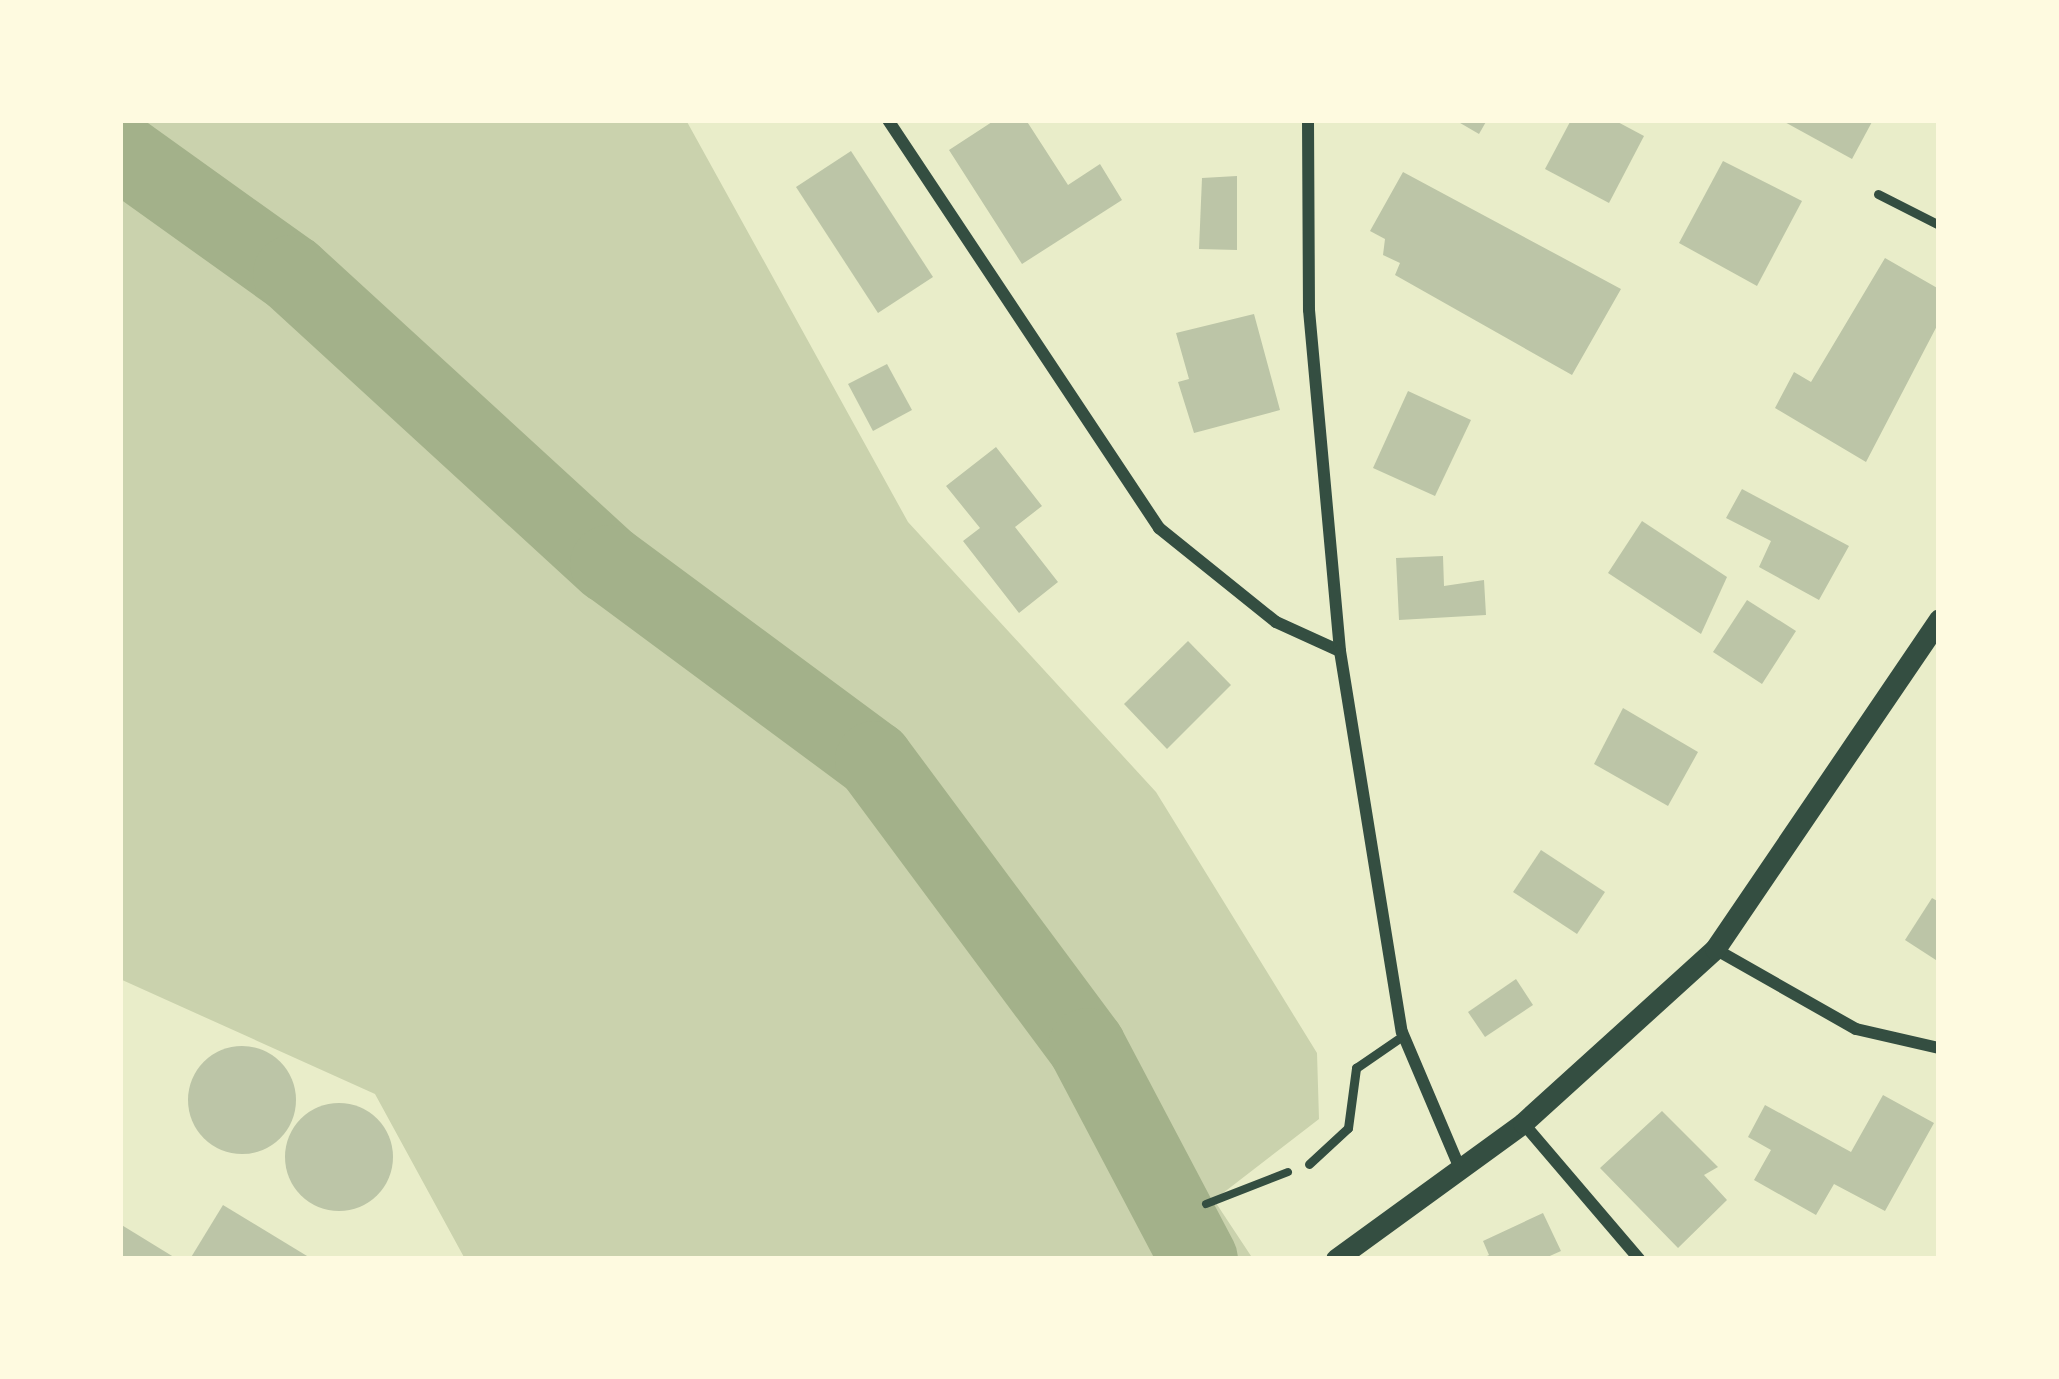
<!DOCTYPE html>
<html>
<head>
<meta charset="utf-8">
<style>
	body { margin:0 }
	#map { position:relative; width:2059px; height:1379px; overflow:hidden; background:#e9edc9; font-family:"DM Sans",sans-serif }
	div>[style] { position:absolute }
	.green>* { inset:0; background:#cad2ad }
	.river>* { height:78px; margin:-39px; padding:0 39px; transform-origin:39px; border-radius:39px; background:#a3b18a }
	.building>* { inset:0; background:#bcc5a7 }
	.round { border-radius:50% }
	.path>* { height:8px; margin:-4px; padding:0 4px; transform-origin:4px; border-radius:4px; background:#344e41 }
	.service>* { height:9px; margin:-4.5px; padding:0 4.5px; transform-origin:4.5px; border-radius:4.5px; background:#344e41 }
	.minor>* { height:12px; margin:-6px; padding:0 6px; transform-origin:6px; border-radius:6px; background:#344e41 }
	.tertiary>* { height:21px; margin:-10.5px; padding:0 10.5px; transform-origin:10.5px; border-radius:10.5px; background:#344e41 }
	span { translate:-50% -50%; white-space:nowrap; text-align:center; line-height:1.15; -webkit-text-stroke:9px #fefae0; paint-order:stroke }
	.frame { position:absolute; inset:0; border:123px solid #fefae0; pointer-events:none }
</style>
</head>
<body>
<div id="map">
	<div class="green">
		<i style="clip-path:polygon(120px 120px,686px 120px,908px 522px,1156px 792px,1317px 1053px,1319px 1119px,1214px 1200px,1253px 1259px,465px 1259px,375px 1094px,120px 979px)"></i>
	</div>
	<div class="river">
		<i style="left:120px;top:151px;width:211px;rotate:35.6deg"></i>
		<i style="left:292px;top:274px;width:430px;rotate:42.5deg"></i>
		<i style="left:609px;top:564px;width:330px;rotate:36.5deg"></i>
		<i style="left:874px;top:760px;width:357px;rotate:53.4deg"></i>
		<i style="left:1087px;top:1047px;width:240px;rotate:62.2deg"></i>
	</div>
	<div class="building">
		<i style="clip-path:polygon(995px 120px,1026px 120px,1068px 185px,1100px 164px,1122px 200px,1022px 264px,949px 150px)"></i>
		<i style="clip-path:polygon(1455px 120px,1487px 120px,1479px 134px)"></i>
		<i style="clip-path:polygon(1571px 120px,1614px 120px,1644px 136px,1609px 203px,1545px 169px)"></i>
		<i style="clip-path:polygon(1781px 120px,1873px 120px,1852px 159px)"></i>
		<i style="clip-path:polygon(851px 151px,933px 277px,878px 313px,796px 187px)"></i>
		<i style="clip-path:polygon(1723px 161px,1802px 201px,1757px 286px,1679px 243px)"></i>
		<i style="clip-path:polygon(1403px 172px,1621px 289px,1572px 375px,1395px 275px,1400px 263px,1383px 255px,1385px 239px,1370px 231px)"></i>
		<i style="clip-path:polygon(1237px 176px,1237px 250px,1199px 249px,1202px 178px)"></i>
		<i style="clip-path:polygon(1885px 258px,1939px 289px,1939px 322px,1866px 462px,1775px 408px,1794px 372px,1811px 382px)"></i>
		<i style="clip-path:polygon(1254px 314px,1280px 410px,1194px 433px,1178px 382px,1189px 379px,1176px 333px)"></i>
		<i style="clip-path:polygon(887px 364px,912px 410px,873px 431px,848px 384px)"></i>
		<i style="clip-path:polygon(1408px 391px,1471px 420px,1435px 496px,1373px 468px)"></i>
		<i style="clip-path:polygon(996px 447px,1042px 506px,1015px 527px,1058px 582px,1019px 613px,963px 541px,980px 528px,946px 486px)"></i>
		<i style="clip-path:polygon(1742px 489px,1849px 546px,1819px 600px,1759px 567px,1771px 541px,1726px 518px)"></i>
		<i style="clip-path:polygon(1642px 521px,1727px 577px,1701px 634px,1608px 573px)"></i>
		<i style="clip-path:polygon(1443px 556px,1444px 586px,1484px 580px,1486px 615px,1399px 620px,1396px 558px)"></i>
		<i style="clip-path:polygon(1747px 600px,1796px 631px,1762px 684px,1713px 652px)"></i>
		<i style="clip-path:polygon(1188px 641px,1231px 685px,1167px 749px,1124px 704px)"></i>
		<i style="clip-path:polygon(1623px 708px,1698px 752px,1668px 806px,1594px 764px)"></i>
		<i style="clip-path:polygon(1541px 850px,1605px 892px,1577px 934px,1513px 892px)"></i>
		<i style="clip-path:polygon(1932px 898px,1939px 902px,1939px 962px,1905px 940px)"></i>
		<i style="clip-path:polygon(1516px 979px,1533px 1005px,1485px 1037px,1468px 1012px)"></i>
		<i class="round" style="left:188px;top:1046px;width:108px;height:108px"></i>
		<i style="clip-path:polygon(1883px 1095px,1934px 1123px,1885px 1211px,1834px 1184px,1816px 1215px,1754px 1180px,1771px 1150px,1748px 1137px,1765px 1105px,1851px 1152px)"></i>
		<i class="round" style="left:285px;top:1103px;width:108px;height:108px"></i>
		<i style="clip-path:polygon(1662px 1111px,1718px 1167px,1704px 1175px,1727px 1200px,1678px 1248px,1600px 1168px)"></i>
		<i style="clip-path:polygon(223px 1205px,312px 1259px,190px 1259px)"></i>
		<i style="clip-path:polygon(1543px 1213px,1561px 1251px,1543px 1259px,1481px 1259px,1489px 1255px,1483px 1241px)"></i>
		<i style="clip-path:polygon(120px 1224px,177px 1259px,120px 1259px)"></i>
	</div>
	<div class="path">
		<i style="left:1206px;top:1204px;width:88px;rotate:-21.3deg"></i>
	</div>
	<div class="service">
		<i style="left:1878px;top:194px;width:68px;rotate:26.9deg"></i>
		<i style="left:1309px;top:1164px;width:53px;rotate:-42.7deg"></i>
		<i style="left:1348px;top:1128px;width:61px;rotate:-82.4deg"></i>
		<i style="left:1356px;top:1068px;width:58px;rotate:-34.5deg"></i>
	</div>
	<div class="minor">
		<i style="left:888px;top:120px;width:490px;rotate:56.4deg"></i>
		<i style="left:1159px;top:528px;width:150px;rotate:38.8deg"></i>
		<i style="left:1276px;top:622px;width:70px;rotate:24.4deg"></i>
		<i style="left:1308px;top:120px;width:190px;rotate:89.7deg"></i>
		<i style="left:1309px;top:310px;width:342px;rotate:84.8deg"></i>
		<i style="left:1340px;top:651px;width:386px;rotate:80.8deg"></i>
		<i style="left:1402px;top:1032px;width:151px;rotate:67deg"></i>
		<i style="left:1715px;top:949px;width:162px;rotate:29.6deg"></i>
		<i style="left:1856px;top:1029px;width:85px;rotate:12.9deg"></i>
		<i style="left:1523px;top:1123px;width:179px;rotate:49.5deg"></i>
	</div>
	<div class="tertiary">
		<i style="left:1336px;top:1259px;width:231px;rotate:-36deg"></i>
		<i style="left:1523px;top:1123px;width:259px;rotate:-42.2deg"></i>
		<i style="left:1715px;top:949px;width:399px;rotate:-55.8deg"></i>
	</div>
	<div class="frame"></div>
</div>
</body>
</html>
::::::::
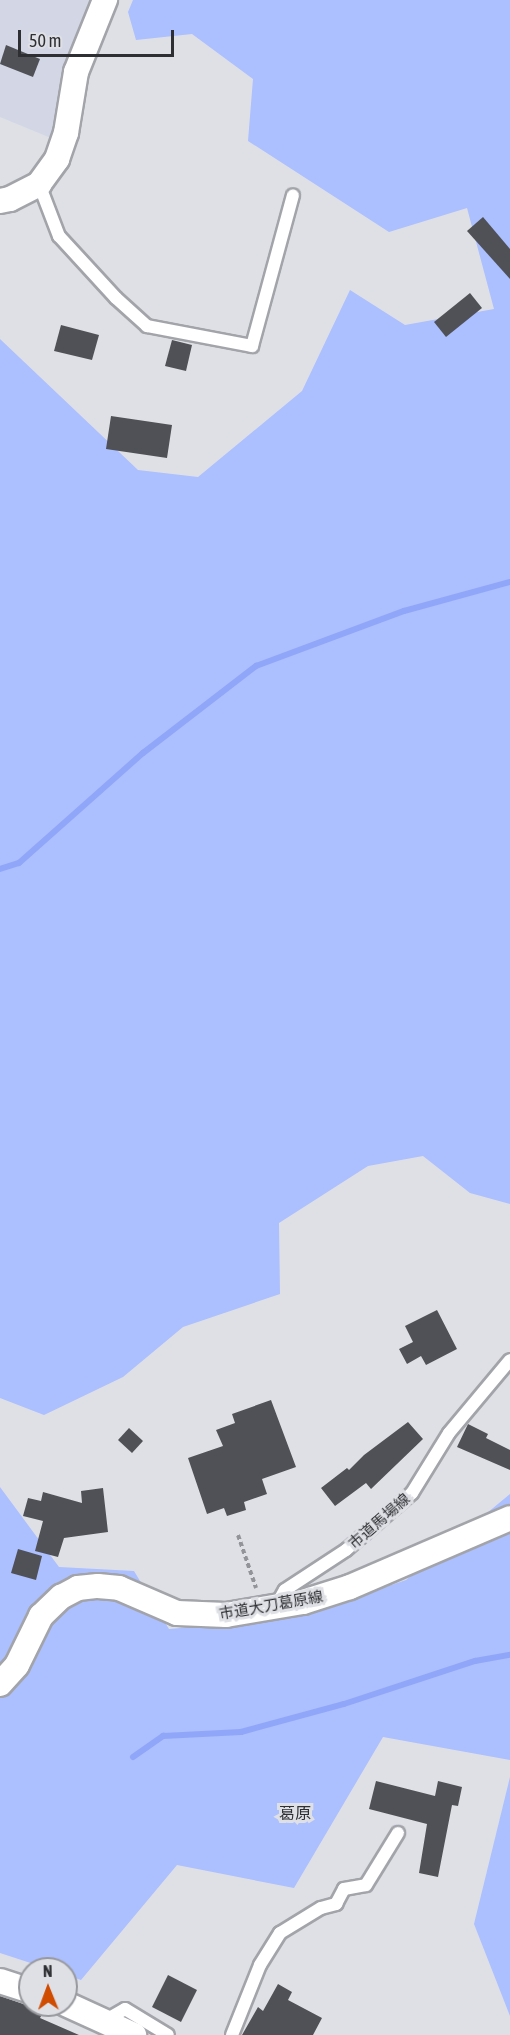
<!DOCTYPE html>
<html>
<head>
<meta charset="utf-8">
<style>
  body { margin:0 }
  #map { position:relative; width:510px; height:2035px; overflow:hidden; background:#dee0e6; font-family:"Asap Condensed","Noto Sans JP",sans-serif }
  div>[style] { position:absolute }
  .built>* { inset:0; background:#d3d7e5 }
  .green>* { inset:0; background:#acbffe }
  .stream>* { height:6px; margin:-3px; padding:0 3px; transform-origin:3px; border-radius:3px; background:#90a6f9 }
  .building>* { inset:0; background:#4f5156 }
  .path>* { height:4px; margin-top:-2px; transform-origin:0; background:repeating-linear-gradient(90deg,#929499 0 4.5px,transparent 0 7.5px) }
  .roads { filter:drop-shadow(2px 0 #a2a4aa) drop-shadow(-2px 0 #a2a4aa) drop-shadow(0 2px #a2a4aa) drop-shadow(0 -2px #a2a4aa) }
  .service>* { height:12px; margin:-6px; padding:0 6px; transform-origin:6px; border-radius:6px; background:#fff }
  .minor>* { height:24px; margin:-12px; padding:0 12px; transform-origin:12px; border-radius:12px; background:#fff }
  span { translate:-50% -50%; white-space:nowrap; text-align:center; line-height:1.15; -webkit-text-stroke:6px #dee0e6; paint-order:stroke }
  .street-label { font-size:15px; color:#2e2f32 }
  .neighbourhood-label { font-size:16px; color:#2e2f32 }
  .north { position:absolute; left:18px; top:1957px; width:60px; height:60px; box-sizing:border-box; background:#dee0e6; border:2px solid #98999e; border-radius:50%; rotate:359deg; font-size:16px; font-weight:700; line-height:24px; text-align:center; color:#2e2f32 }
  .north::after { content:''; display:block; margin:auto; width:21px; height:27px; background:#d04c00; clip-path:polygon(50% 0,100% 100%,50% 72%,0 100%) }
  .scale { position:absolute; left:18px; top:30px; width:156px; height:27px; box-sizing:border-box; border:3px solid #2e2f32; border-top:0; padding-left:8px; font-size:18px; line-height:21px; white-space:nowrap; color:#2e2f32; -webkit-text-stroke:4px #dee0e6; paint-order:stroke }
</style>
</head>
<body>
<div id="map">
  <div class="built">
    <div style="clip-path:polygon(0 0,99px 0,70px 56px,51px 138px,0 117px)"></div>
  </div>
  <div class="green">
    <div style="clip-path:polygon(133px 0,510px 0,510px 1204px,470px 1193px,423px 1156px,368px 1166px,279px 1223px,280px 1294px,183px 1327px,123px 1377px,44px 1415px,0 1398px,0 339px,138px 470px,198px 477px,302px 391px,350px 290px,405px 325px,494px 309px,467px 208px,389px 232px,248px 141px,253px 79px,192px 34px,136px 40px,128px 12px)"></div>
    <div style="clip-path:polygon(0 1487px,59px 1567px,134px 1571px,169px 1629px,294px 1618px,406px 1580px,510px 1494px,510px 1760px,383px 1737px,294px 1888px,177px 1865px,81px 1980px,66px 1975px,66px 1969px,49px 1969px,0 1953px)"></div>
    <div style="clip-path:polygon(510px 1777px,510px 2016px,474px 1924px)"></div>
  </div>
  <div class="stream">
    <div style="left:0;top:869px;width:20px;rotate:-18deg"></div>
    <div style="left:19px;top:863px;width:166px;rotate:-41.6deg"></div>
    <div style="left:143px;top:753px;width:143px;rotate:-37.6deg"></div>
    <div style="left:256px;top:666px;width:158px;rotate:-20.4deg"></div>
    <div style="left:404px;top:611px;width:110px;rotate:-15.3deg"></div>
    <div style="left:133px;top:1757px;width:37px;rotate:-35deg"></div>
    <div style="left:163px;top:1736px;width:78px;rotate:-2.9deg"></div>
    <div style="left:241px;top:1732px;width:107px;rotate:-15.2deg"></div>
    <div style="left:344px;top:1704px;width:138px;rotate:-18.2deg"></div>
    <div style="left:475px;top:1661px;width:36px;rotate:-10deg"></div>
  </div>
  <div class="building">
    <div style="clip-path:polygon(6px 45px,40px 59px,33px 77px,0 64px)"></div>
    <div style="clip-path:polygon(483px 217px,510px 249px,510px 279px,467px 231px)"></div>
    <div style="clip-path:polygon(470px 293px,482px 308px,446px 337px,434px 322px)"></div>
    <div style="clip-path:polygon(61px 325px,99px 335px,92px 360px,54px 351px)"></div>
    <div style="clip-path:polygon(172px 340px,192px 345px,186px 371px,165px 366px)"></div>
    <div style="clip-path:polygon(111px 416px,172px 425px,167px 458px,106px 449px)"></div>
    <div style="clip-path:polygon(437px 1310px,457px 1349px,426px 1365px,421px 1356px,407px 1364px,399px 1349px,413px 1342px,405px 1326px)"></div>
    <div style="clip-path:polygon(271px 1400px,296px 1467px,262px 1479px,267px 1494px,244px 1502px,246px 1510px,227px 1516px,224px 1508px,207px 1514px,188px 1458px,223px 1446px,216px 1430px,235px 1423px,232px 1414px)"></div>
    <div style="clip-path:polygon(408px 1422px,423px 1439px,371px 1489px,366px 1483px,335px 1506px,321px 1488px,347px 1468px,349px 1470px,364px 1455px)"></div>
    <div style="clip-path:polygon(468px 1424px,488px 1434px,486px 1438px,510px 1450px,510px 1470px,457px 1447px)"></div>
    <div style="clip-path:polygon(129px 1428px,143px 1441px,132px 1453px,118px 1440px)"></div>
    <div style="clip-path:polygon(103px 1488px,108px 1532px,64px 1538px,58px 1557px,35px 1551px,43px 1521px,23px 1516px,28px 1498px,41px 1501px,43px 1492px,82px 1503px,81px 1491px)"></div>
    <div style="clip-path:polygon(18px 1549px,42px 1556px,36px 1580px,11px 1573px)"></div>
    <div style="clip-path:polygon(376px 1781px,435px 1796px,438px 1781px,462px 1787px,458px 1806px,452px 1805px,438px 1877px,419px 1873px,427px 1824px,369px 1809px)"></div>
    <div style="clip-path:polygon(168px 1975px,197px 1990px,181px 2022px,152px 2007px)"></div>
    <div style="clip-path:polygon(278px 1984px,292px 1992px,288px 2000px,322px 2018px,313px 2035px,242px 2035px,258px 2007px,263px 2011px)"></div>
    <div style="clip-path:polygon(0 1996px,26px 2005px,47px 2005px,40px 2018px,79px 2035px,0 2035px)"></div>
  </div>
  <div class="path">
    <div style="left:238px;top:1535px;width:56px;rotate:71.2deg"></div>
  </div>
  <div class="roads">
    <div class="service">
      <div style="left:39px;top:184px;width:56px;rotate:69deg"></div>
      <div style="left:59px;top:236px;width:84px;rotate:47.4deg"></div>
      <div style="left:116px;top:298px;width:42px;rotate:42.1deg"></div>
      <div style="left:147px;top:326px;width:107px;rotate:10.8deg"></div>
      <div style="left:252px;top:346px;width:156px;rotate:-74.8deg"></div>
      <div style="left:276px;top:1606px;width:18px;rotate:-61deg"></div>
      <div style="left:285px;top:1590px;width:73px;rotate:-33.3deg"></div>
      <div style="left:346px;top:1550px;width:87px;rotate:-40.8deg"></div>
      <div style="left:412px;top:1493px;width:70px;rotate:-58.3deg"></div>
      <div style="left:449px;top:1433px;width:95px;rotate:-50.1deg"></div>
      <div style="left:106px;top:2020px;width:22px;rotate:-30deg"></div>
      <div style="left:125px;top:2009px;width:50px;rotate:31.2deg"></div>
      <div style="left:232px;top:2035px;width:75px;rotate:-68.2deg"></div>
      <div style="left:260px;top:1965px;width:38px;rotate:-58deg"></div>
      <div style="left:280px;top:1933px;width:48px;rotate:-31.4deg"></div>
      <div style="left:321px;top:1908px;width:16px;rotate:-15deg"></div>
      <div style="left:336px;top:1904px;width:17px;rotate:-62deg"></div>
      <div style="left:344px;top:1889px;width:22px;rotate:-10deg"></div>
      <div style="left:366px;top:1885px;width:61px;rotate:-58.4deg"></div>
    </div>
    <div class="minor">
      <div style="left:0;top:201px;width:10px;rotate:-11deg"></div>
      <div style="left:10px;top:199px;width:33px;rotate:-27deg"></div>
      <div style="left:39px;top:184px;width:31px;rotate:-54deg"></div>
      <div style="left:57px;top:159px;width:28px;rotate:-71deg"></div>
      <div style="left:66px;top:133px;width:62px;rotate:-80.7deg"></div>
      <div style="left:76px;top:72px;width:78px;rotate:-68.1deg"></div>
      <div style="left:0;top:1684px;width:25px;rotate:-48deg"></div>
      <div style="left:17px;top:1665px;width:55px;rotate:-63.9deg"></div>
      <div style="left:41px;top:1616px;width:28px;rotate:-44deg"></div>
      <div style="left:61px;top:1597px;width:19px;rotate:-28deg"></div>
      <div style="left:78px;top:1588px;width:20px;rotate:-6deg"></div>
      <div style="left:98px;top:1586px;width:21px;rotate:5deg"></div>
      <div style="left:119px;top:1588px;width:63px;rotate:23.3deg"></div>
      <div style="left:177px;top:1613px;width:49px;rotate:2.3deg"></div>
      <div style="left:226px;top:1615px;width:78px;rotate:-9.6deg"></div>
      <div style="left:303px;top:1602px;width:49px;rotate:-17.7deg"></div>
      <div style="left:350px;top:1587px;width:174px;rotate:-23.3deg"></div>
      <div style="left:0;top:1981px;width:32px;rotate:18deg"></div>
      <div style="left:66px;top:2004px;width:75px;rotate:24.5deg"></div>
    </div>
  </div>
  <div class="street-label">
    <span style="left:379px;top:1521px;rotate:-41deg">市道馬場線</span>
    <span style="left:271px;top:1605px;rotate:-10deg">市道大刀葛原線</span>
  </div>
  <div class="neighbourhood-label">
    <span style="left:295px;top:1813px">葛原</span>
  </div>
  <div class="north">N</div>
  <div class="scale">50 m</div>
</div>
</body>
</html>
::::::::
PROBLEM DETAILS » Wherever the string "stream" shows up in the material, copy the line that holds it.

ANSWER TO THIS PROBLEM »
  .stream>* { height:6px; margin:-3px; padding:0 3px; transform-origin:3px; border-radius:3px; background:#90a6f9 }
  <div class="stream">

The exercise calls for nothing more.